There are special rules or considerations for donations of certain types of property. These are.:
Real property
Description: Land, and buildings or other structures permanently attached to land.
Examples: A family home, a cottage, or a vacant piece of land.
The value of real property for tax receipt purposes is its fair market value. You should almost always get an appraisal or valuation from a professional real estate appraiser to support the gift.
Real property located in Canada is not subject to the deemed fair market value rule, but property outside Canada is.
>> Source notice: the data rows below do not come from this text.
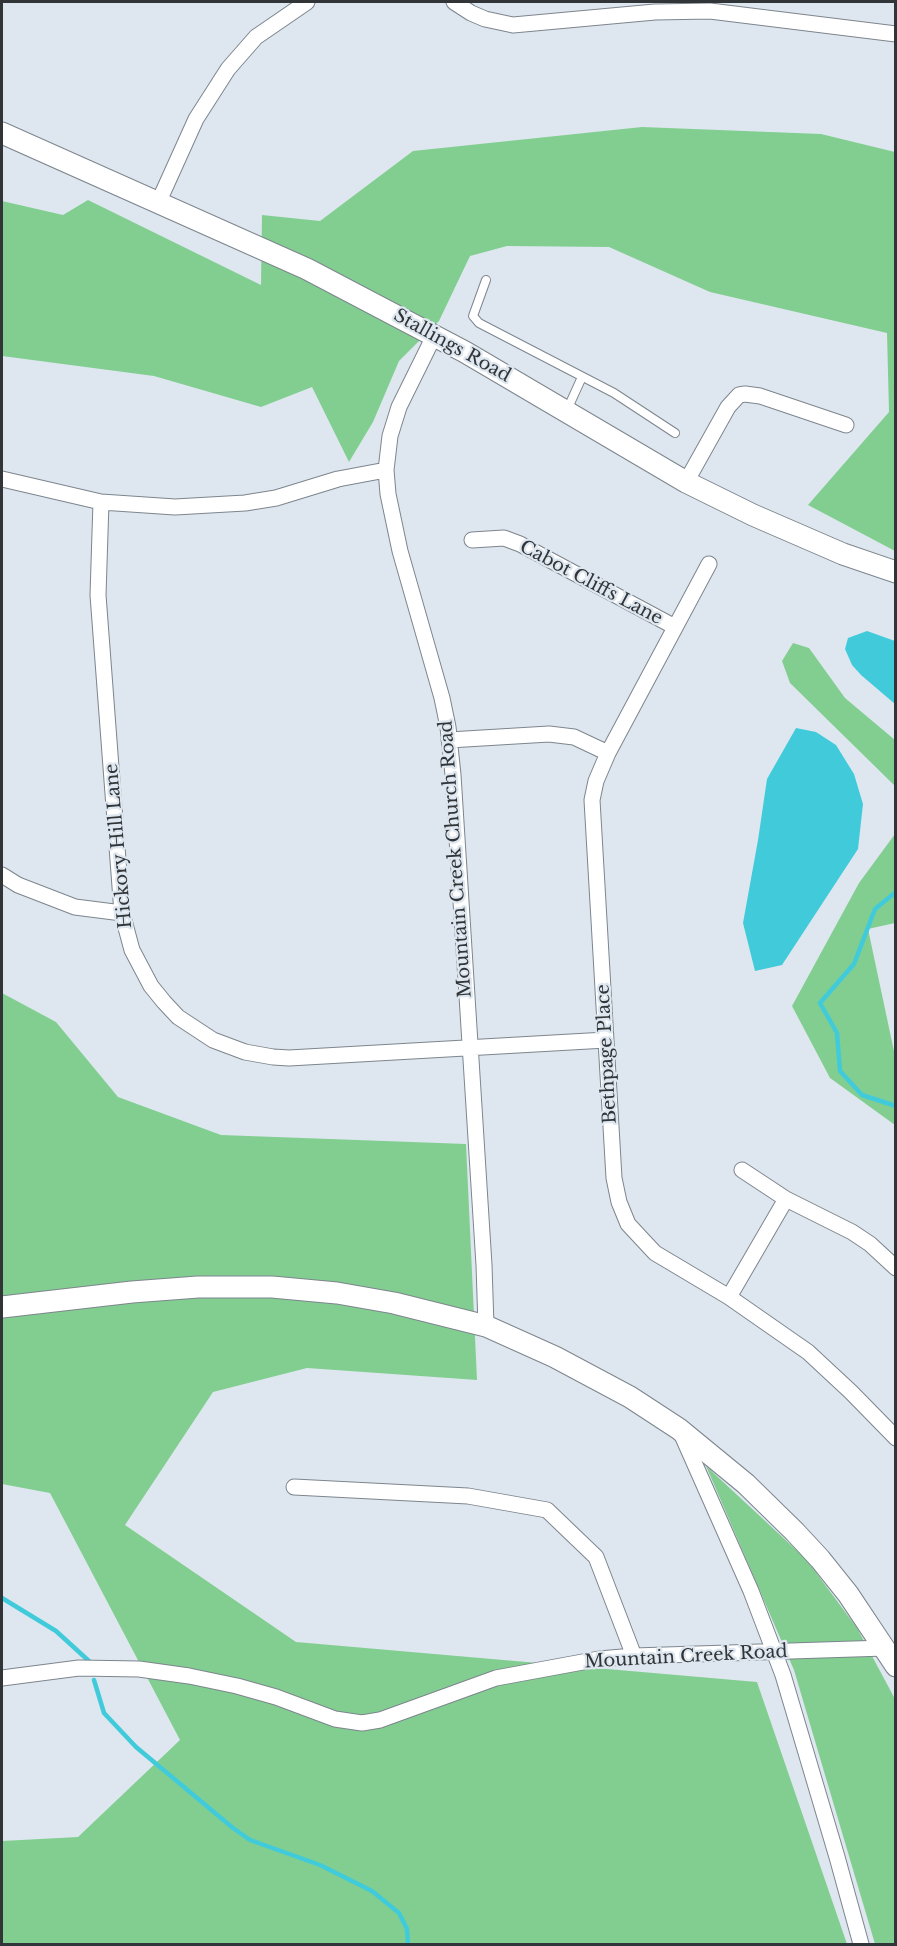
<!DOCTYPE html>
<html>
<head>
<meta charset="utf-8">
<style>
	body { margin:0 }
	#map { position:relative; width:897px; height:1946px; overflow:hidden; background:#dee7f0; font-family:"Libre Baskerville",serif }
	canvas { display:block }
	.frame { position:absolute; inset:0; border:3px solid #313538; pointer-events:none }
</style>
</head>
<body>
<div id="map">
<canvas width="897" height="1946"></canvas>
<div class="frame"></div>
</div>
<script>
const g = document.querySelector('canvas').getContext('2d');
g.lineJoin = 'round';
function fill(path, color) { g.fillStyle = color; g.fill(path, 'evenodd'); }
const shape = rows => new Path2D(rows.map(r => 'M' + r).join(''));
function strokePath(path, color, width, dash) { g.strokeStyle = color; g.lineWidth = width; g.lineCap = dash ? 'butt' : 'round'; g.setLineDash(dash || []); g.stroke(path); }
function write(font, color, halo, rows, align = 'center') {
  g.font = font + ' "Libre Baskerville",serif'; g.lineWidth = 4.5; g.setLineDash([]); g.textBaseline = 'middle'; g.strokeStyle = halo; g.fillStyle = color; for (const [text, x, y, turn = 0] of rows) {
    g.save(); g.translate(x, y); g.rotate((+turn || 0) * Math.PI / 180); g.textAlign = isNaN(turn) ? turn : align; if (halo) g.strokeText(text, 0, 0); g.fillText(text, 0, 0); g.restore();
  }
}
fill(shape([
	[642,127,821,134,895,152,895,551,808,505,889,412,887,333,710,292,609,247,507,246,470,256,439,321,399,361,373,422,349,462,312,387,261,407,154,376,2,356,2,201,63,215,88,200,261,285,262,215,320,221,413,151],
	[793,643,809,648,845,698,895,740,895,786,790,683,782,661],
	[895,834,895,923,868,929,895,1056,895,1125,830,1078,792,1006,859,883],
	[2,993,56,1022,118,1097,221,1135,466,1144,477,1380,307,1368,213,1392,125,1525,296,1642,757,1682,847,1944,2,1944,2,1841,78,1837,180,1740,50,1493,2,1484],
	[706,1466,806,1559,857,1628,895,1699,895,1944,875,1944,794,1670]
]), '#82ce90');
fill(shape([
	[867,631,895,641,895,704,861,675,852,665,845,649,848,638],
	[796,728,816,732,836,745,854,774,863,804,858,849,782,965,755,971,743,923,758,840,767,779]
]), '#41cbda');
strokePath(shape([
	[896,892,875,909,854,964,820,1003,837,1033,840,1071,862,1095,896,1106],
	[2,1598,56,1631,90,1662],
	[94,1680,104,1713,136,1747,233,1828,250,1840,320,1865,372,1891,399,1913,407,1929,408,1944]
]), '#41cbda', 4.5);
const lane = shape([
	[486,280,473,316,479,323,614,393,675,433],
	[567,410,582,377]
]);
const street = shape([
	[454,2,471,13,485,19,513,25,655,12,710,11,896,34],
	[159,201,196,119,228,69,256,37,307,2],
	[434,336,399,407,390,436,386,470,388,494,400,551,442,698,448,727,453,775,484,1265,486,1326],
	[2,479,101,502,175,507,245,503,276,498,338,479,386,470],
	[686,482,728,407,739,395,745,394,760,396,846,425],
	[101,502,98,595,122,913,132,950,151,986,164,1002,178,1017,213,1040,245,1052,273,1057,289,1058,606,1040],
	[472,540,504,538,520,544,675,627],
	[709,564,608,753,596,781,592,800,614,1178,619,1202,628,1224,655,1253,729,1297,808,1352,851,1392,896,1438],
	[449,740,549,734,574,737,608,753],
	[2,875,18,885,75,907,122,913],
	[742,1170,786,1199,852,1232,870,1244,896,1268],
	[729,1297,786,1199],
	[681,1433,751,1591,783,1675,837,1857,861,1944],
	[294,1487,468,1496,547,1510,596,1557,634,1656],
	[2,1678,79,1668,139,1669,189,1676,237,1686,276,1697,335,1719,362,1723,380,1720,496,1678,599,1659,634,1656,885,1648]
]);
const secondary = shape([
	[2,133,307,269,465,352,686,482,753,515,843,554,896,572],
	[2,1307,132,1292,198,1287,272,1287,337,1293,394,1303,486,1326,555,1357,630,1397,679,1429,746,1484,795,1532,820,1559,848,1594,896,1666]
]);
strokePath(lane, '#7d858d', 10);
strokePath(street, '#7d858d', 17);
strokePath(secondary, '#7d858d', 23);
strokePath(lane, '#fff', 8);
strokePath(street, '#fff', 15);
strokePath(secondary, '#fff', 21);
write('18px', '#313538', '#dee7f0', [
	["Stallings Road",452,346,29],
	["Cabot Cliffs Lane",591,583,28],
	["Hickory Hill Lane",119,846,-95],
	["Mountain Creek Church Road",456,859,-94],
	["Bethpage Place",607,1054,-93],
	["Mountain Creek Road",686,1657,-3]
]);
</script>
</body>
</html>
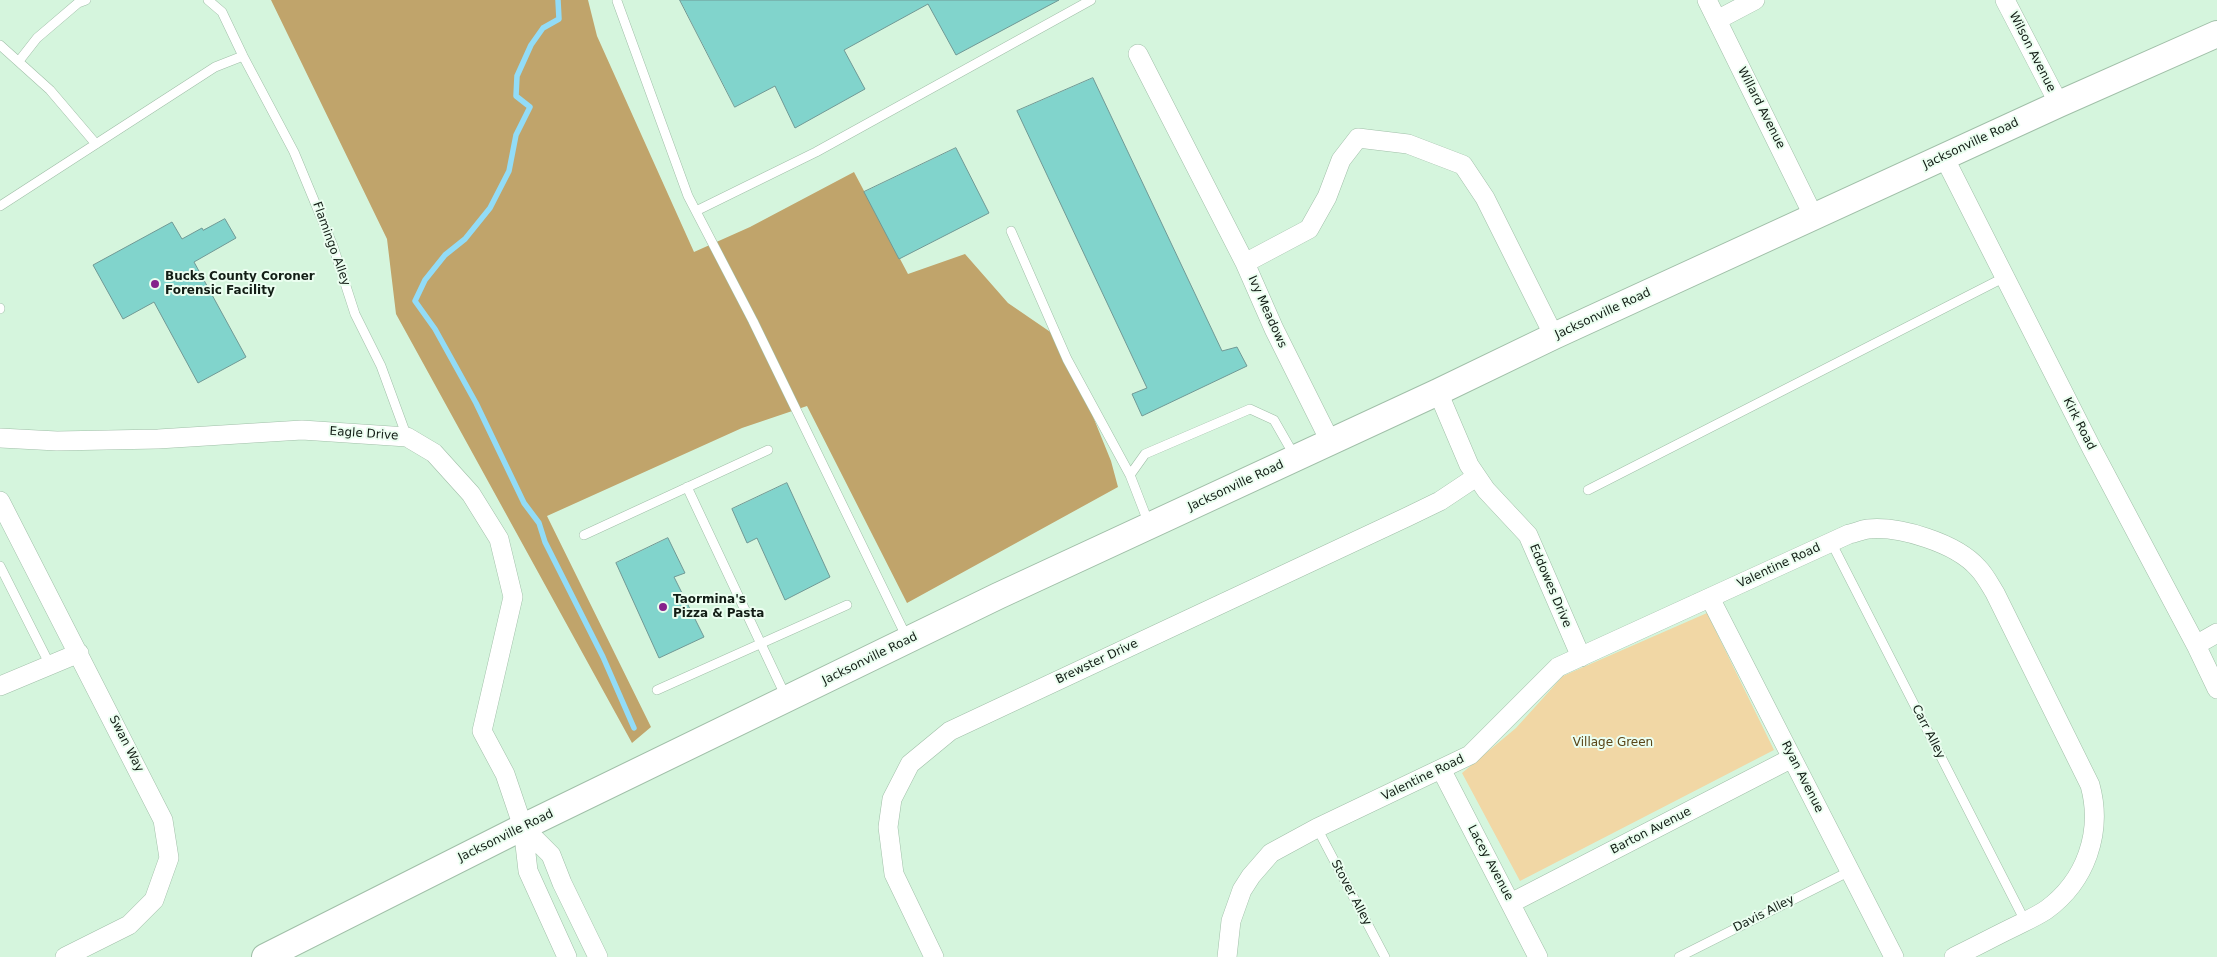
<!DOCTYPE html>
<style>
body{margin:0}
canvas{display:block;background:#d5f5dd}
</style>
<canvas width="2217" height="957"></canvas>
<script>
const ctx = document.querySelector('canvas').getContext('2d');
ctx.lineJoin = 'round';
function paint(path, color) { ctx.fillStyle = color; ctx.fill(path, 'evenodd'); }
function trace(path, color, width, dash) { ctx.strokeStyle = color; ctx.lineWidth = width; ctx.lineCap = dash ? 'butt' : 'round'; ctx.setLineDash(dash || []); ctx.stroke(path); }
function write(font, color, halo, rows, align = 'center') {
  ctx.font = font + ' "DejaVu Sans",sans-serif'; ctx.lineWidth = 4; ctx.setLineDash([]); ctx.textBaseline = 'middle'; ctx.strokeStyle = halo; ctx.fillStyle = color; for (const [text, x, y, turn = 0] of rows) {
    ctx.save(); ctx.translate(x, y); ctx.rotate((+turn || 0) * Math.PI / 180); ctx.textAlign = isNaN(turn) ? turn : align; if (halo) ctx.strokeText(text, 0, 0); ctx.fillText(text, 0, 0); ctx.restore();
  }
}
const green = new Path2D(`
 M1707,613L1774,750L1520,881L1462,773L1516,728L1563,676Z`);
const forest = new Path2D(`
 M271,0H588L597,36L694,252L750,227L854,172L908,274L965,254L1008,303L1062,340L1111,461L1118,487L907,603L807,406L742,428L547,516L651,727L632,743L396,314L387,239Z`);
const stream = new Path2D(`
 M558,0L559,19L543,28L531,45L517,76L516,96L530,107L516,135L509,171L490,208L465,239L445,255L425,280L415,301L435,329L476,403L524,503L539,523L545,542L603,657L634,728`);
const building = new Path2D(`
 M680,0H1059L956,55L928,4L844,50L865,89L795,128L775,86L735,107Z
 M1093,78L1222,351L1237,347L1247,366L1142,416L1132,394L1147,388L1017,111Z
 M956,148L989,213L899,259L864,192Z
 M225,219L236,238L194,262L246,357L198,383L154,302L123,319L93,265L172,222L182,239L202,228L203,230Z
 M787,483L830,577L785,600L757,538L747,543L732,509Z
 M668,538L685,573L674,577L704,637L659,658L616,563Z`);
const lane = new Path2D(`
 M208,0L222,12L243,56L294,152L333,246L355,314L381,366L407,437
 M617,1L688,196L753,321L907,638
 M0,45L50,90L96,144
 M19,61L37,38L78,3L86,0
 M0,206L215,67L243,56
 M696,211L816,152L1091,0
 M1011,231L1067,359L1130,475
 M0,308V309
 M687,487L786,697
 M1588,490L2005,277
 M1149,524L1130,475L1145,454L1250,409L1274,420L1294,455
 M584,535L768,450
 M1831,542L2025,921
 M0,566L50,665
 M657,690L847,605
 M1317,828L1385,957
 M1679,957L1850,871`);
const street = new Path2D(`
 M1707,0L1814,217
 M2005,0L2059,104
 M1717,20L1755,0
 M1138,54L1245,263
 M1944,157L2092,449L2196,645L2217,689
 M1438,392L1469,465L1486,490L1528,535L1581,657
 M0,438L57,441L158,439L302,430L407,437L434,453L471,494L499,539L513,597L482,731L505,774L523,827L528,871L567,957
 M1330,441L1274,329L1245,263L1309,229L1327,197L1341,160L1358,138L1408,144L1463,165L1485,198L1554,336
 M0,501L163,820L169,858L154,900L129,925L65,957
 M1710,598L1894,957
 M2196,645L2217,633
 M0,686L79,653
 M1441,769L1538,957
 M523,827L551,855L562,883L598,957
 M1511,903L1792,758
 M934,957L894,874L888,827L892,799L910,764L950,731L1407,517L1440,501L1476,477
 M1227,957L1231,921L1242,890L1251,876L1271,853L1317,828L1470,755L1558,667L1849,534C1855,533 1861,530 1868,529C1900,526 1956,543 1978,568C1985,575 1990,585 1995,593L2090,785C2103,832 2086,881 2046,910C2037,916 2026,921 2016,926C1995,936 1975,947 1954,957`);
const secondary = new Path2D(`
 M265,957L523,827L998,596L1438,392L1554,336L2059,104L2217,34`);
const markers = [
 [155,284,5,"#86228b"],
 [663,607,5,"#86228b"]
];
const streetNames = [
 ["Wilson Avenue",2032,52,63],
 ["Willard Avenue",1761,108,63],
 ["Jacksonville Road",1971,144,-25],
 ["Flamingo Alley",331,244,70],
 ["Ivy Meadows",1267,312,66],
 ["Jacksonville Road",1603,314,-25],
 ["Kirk Road",2079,424,63],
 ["Eagle Drive",364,434,4],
 ["Jacksonville Road",1236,486,-25],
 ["Valentine Road",1779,566,-25],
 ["Eddowes Drive",1550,586,67],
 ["Jacksonville Road",870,659,-26],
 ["Brewster Drive",1097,662,-25],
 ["Carr Alley",1928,732,63],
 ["Swan Way",126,744,63],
 ["Ryan Avenue",1802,777,63],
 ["Valentine Road",1423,778,-26],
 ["Barton Avenue",1651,831,-27],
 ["Jacksonville Road",506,836,-26],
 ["Lacey Avenue",1490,863,62],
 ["Stover Alley",1351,893,62],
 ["Davis Alley",1764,914,-27]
];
const poiNames = [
 ["Bucks County Coroner",165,277],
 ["Forensic Facility",165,291],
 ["Taormina's",673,600],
 ["Pizza & Pasta",673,614]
];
const parkNames = [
 ["Village Green",1613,743]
];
paint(green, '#f1d7a5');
paint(forest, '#c0a46b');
trace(stream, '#92dcf7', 5.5);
paint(building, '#81d4cc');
trace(building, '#709995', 1);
trace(lane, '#a0bfa8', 10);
trace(street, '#a0bfa8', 20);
trace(secondary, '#a0bfa8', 28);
trace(lane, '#fff', 9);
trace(street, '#fff', 19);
trace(secondary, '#fff', 26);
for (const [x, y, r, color] of markers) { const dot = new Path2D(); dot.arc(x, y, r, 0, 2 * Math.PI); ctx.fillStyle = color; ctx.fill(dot); trace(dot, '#ebfef0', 2); }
write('12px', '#121d15', '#ebfef0', streetNames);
write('bold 12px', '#121d15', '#ebfef0', poiNames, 'left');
write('12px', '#594517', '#ebfef0', parkNames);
</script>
Special case: For gifts of ecologically sensitive land, you should refer to the Canadian Ecological Gifts Program.
Capital property
Description: Capital property includes depreciable property, and any property that, if sold, would result in a capital gain or a capital loss. Capital property does not include the trading assets of a business, such as inventory.
Examples: The following properties are generally capital properties:
- securities, such as stocks, bonds, and units of a mutual fund trust; and
- equipment you use in a business or a rental operation.
Capital property is normally valued at fair market value for tax receipt purposes. In some cases, however, the donor (not the charity) can choose a lower value. The donor can do this where their cost of the property for tax purposes (the "adjusted cost base") is less than fair market value. In this case, the donor may choose which value to use so long as it is:
- no lower than the donor's adjusted cost base;
- no lower than the value of any advantage; and
- no higher than the fair market value.
This rule lets donors choose how much capital gain (if any) they recognize for tax purposes on the donation of the capital property.
Note: If the fair market value is less than the adjusted cost base, the donor does not have a choice: the fair market value must be used.
For further information, see CRA's IT-288.
Listed personal property
Description: Certain kinds of property that are intended for personal use or enjoyment and that typically increase in value over time.
Examples: Jewellery, stamp and coin collections, and artwork.
It is often difficult to establish a fair market value for listed personal property since many items are unique. To determine a value for these items, it is usually best to check with an appropriate dealer or to get a formal appraisal.
If the estimated value of the property is more than $1,000, it is strongly recommended that you have the property appraised to support the value for tax receipt purposes.
Special case: If your charity receives a gift of art or cultural property that is deemed to be of national significance and is donated by someone other than its creator, you should have it certified by the Canadian Cultural Property Export Review Board.
Artworks donated by the artist
Description: Artworks that are donated by the person who created them.
Examples: Paintings, sculptures, jewellery, etc., produced by the artist.
Artworks or cultural property donated by the artist are considered to be donated from the artist’s inventory. Inventory is normally valued at fair market value.
In this case, the charity issues the tax receipt for the fair market value.
However, the artist can choose to report a lower value for his or her tax purposes, if the cost of creating the property is less than fair market value. In this case, the value must be:
- no less than the cost of the property to the donor;
- no less than the value of any advantage; and
- no more than fair market value.
This rule lets artists choose how much income they recognize for tax purposes on the donation of the artwork.
For further information see CRA's IT-504.
Use of property
When a donor gives the use of property (for example, provides the use of one's cottage or car) to a charity, this is not a transfer of property and is therefore not a gift. No tax receipt may be issued.
When a charity gives the use of property in return for a gift, however (for example, use of a charity's boardroom in return for a cash donation), this is an advantage. Assuming this advantage can be valued, the split receipting rules apply. If the advantage cannot be valued, then no receipt can be issued for the gift.
Example 1: Use of property as a donation
An individual wants to donate a week at his cottage as a silent auction gift. Since there is no transfer of property, no tax receipt may be issued. However, the charity could "rent" the use of the cottage for a week at its fair market value. The individual could then make a cash donation to the charity equal to the amount of the rent payment and receive a tax receipt in return. (In doing this, the individual may have to include the amount of rent as income, deduct appropriate expenses, and then claim the donation in the usual fashion when filing his or her tax return.)
Example 2: Use of property as an advantage to the donor
A business makes a $1,000 cash donation to a charity. In return, the charity wants to give the business use of its meeting room for a business meeting. If the fair market value of the use of the meeting room was $200, then the charity can issue a tax receipt for $800. As well, the business can likely treat the $200 paid for renting a meeting room as a deductible business expense.
Non-qualifying securities
A non-qualifying security is, generally, a security where the owner of the security (e.g. a shareholder) is not at arm's length with the issuer of the security (e.g. a private company). A charity can issue a tax receipt to the donor of a non-qualifying security in some circumstances. The charity should get professional (legal, accounting or tax) help when someone intends to make this kind of gift.